What’s the connection between Francis Bacon, Roger Scruton, Dr B’s PhD, and a glass of Cabernet Franc in a wine bar called Cave Voltaire in Chinon, the home town of Rabelais? This is going to be one hell of a post if I can convince you of the connection.
Sitting here today in the Cave Voltaire wine bar in Chinon, situated in Rue Voltaire and obviously named after France’s great philosopher, I found myself reflecting on his thoughts and writing, especially about freedom …….. of religion, speech and thought. One of his quotes, “it is dangerous to be right on matters in which the established authorities are wrong” is a personal favourite of mine about the times we are living in.
I had been reading a book as my thoughts wandered, another by one of my favourite authors Sir Roger Scruton, England’s greatest living philosopher, entitled “I Drink Therefore I Am”. Generally speaking this is a book about wine, about philosophy, and about the philosophy of wine. I had reached the final chapter “What to Drink With What”, which surprised me by NOT being about matching wine with food, but about matching wine with the writing of some of the great philosophers in history. So for example matching a Vouvray with Plato, a Sauvignon Blanc with Aristotle, and a Chablis with Locke. Scruton’s combinations are well thought out and clearly explained as well as being quite humorous. So, what should I do, should I choose a particular wine to match Voltaire, (Because I am in a wine bar named after him), or should I do it the other way around and seek Scruton’s view on the best philosopher to match with a Cabernet Franc, the noble red grape of the Loire Valley in which Chinon is situated and I am ensconced? I chose the latter and as the recommended philosopher up popped …… Francis Bacon 1561-1626, First Baron Verulam, Lord High Chancellor of England, and the “father of empiricism”, I was suddenly reminded of my initial encounter with him. I first read about Francis B 50 years ago when I was doing my PhD in Chemistry (before I studied psychology) and found it fascinating that he was the person who investigated whether keeping a chicken in snow would preserve it in a condition still satisfactory to eat! But, sadly, in doing this experiment in the snow poor old Francis caught pneumonia and died! Now, to finish this bit off I found a quote of his at the time from his essay “The Advancement of Learning” which I wrote as the opening line of my doctoral thesis:
“If a man begins with certainties he shall end with doubts, but if he be content to begin with doubts he shall end with certainties” which was extremely apt across my three years of research in the field of electrochemistry. But it has stuck with me throughout my whole life, being especially poignant during my psychologist business career as each new corporate project kicked off, reminding me not to make assumptions, to be open minded, and to doubt everything anyone told me until verified.

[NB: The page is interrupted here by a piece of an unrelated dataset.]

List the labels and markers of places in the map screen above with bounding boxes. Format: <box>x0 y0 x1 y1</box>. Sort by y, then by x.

If you’re by now confused, let me summarise for you:
- I’m sitting in a wine bar in Chinon named after one of France’s great philosophers, Voltaire.
- The primary red wine grape of Chinon is the Cabernet Franc.

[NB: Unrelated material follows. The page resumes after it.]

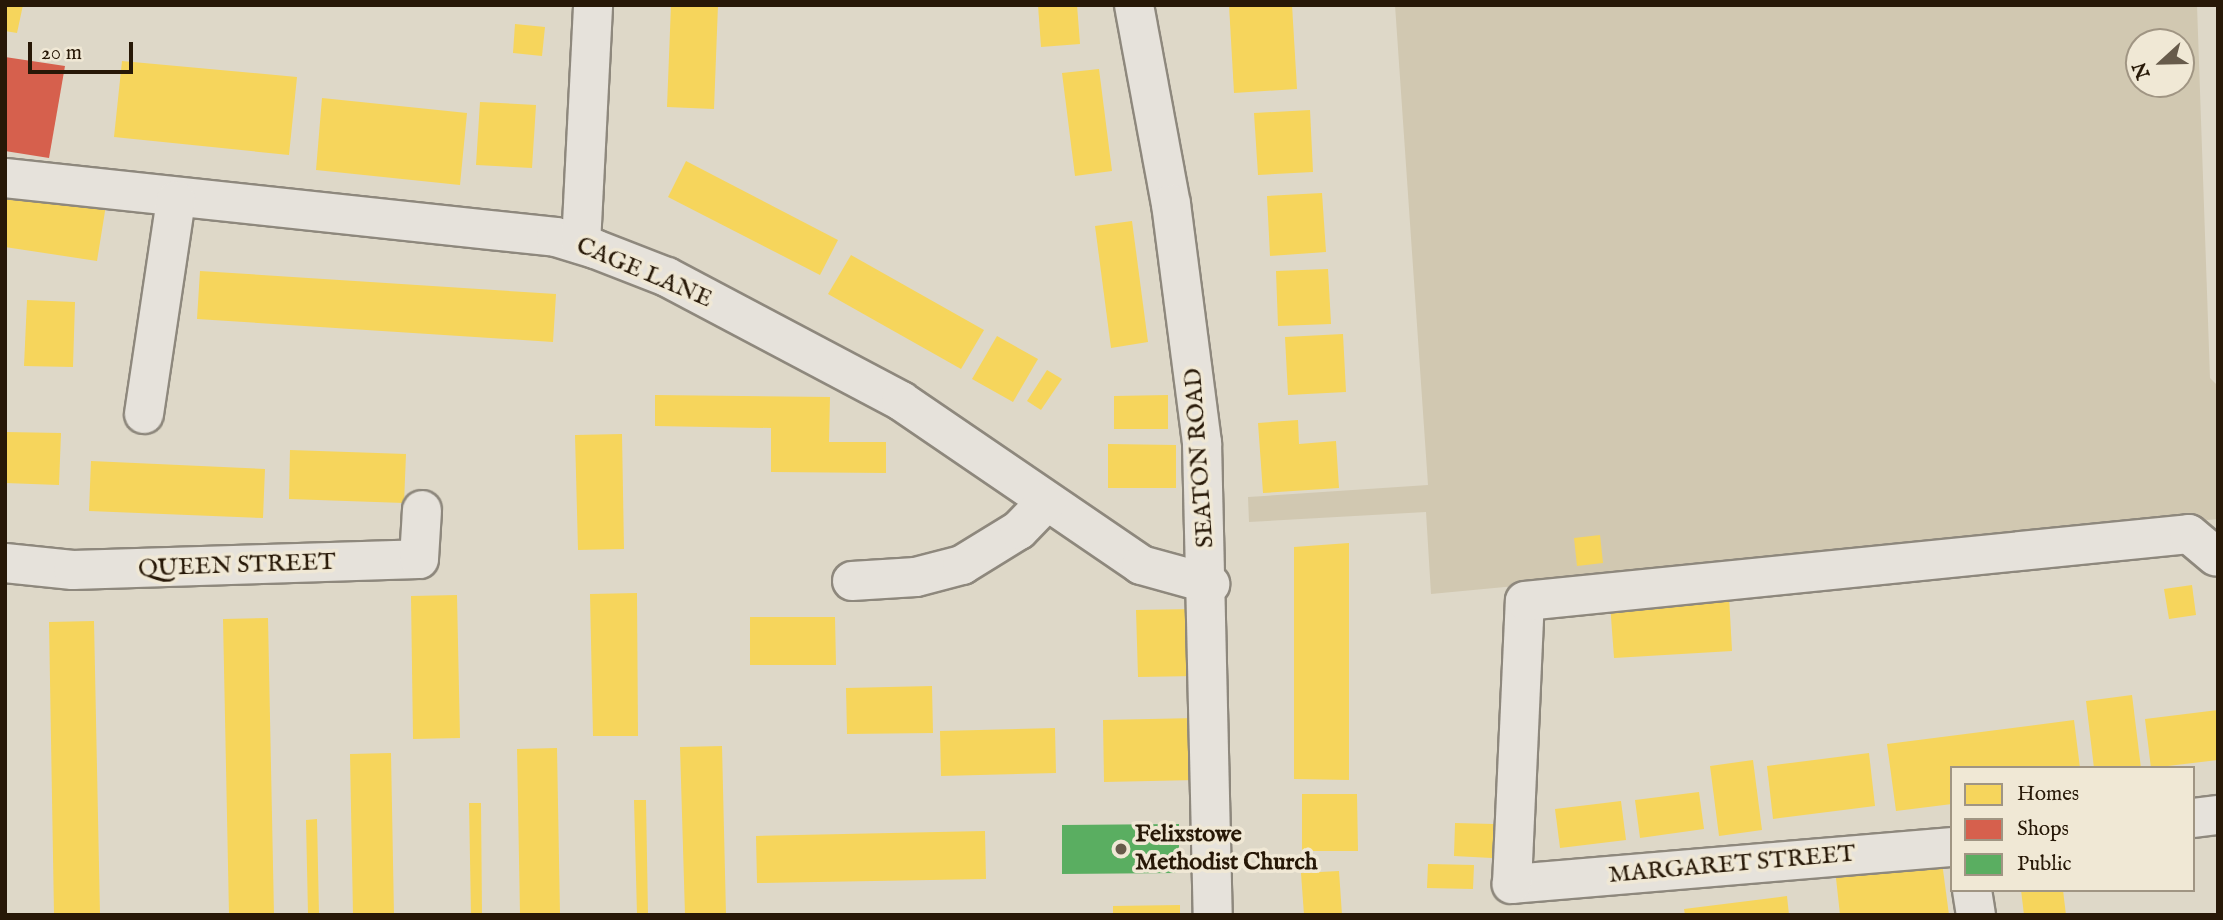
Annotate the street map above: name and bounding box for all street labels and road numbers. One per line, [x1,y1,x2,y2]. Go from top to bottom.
street label: CAGE LANE [572,232,716,314]
street label: SEATON ROAD [1179,367,1221,549]
street label: QUEEN STREET [138,548,336,584]
street label: MARGARET STREET [1607,840,1857,890]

- I’m reading a book by Roger Scruton, England’s greatest living philosopher.
- The book is called I Drink Therefore I Am.

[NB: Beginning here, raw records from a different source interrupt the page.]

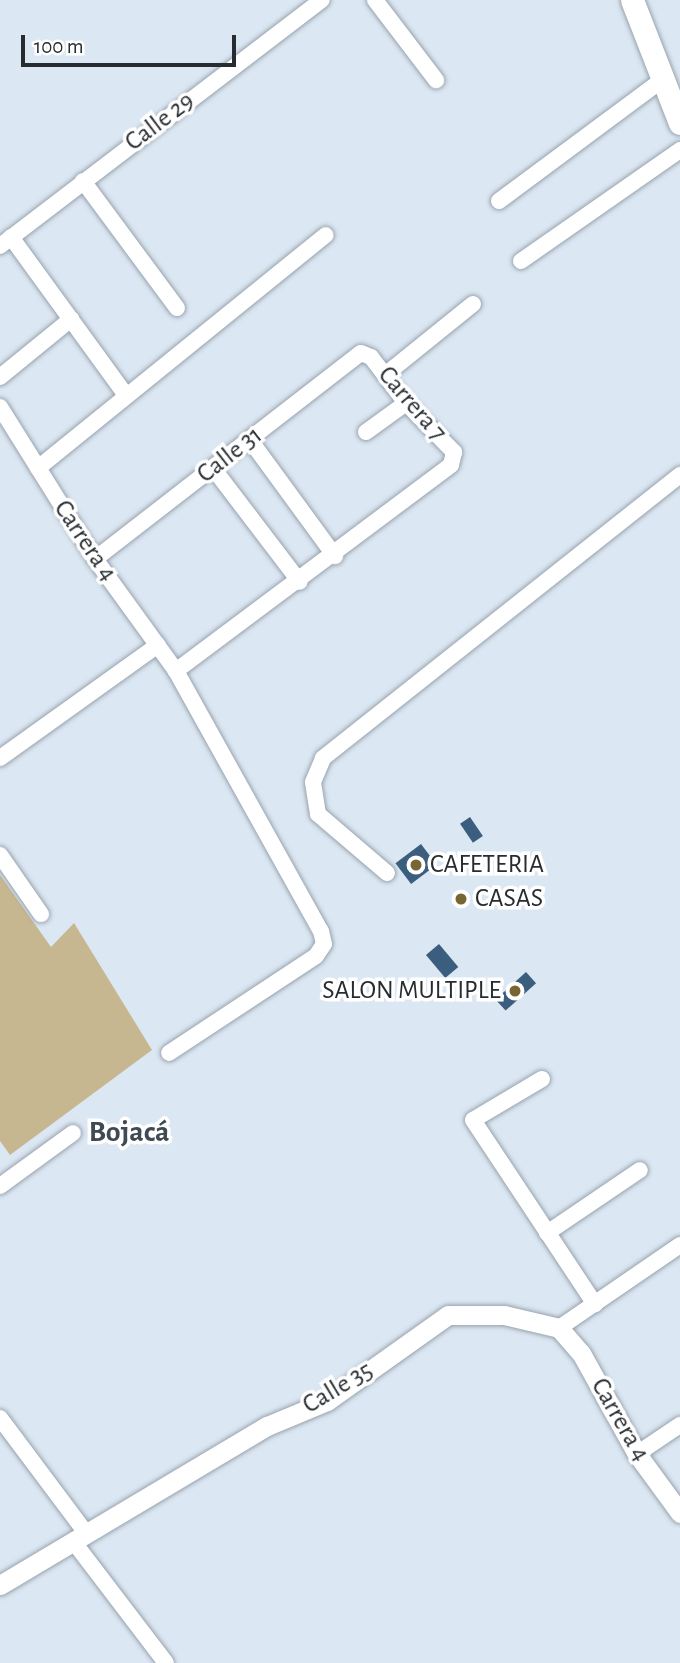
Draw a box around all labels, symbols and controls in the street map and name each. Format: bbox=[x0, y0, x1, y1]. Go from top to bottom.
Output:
scale bar bbox=[24, 21, 240, 65]
text: 100 m bbox=[34, 36, 84, 57]
street label: Calle 29 bbox=[119, 86, 201, 158]
street label: Carrera 7 bbox=[371, 360, 453, 448]
street label: Calle 31 bbox=[191, 420, 269, 490]
street label: Carrera 4 bbox=[47, 495, 123, 587]
place label: CAFETERIA bbox=[430, 849, 544, 881]
marker: CAFETERIA bbox=[408, 857, 424, 873]
place label: CASAS bbox=[475, 883, 543, 915]
marker: CASAS bbox=[453, 891, 469, 907]
place label: SALON MULTIPLE bbox=[322, 975, 501, 1007]
marker: SALON MULTIPLE bbox=[507, 983, 523, 999]
district label: Bojacá bbox=[89, 1114, 169, 1150]
street label: Calle 35 bbox=[297, 1355, 379, 1421]
street label: Carrera 4 bbox=[584, 1373, 656, 1467]

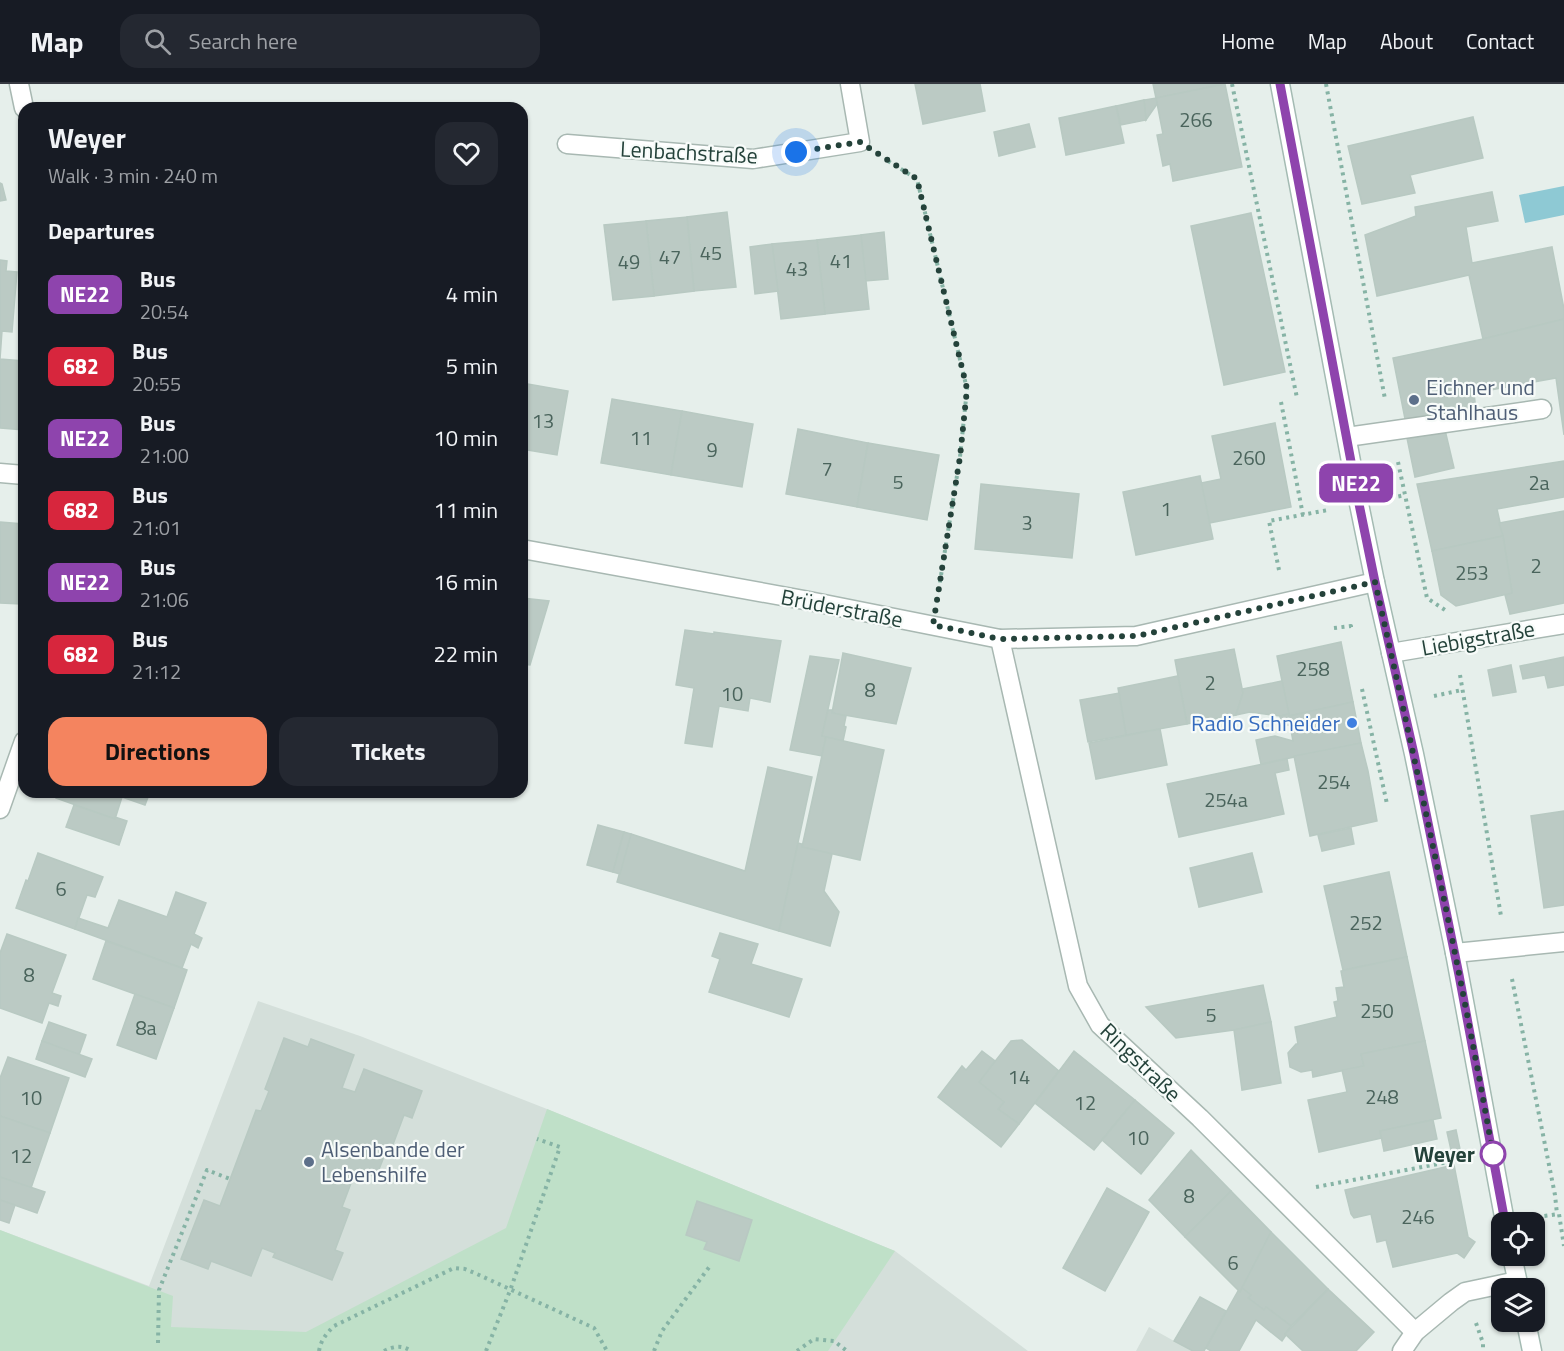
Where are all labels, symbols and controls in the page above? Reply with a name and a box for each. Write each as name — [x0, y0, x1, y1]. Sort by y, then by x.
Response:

In the final chapter of the book, Scruton recommends that one should drink Cabernet Franc while reading or considering the philosophy of Francis Bacon who was a “hero” and conceptual guide of mine during my PhD student days.
So, how about a glass of wine? It has to be a red, from Chinon, a Cabernet Franc as recommended by Scruton. I ask Patrice for a glass from the Domaine Charles Joguet, Charles himself now retired, but a well known artist and philosopher as well as being a well known winemaker. Patrice opens a fresh bottle and pours me a glass, it’s a fairly young Clos de la Dioterie of Mr Joguet, still a deep purple in colour, quite tannic but with great ageing potential. I glance at the label on the bottle, it’s famous, an image of Rabelais, another great French philosopher born locally. Charles Joguet uses the image of Rabelais as his logo. I take in the aroma so distinctive of Cabernet Franc, a first sip, and begin to read Scruton’s words about Francis Bacon:
“The author of “The Advancement of Learning” … a worldly politician, brilliant essayist, wide-eyed observer of the human condition, and intellectual iconoclast who single handedly destroyed the grip of Aristotelian science on the Western mind, and taught us how to gain knowledge … [with our eyes and ears]. Any discussion of his insights should proceed by the comparative method. I suggest opening six different bottles of Cabernet Franc, and then pretending to compare and contrast, taking notes in winespeak, while downing the lot! Then one of the company should read Bacon’s essay on “Death” after which a long silence would be appropriate”.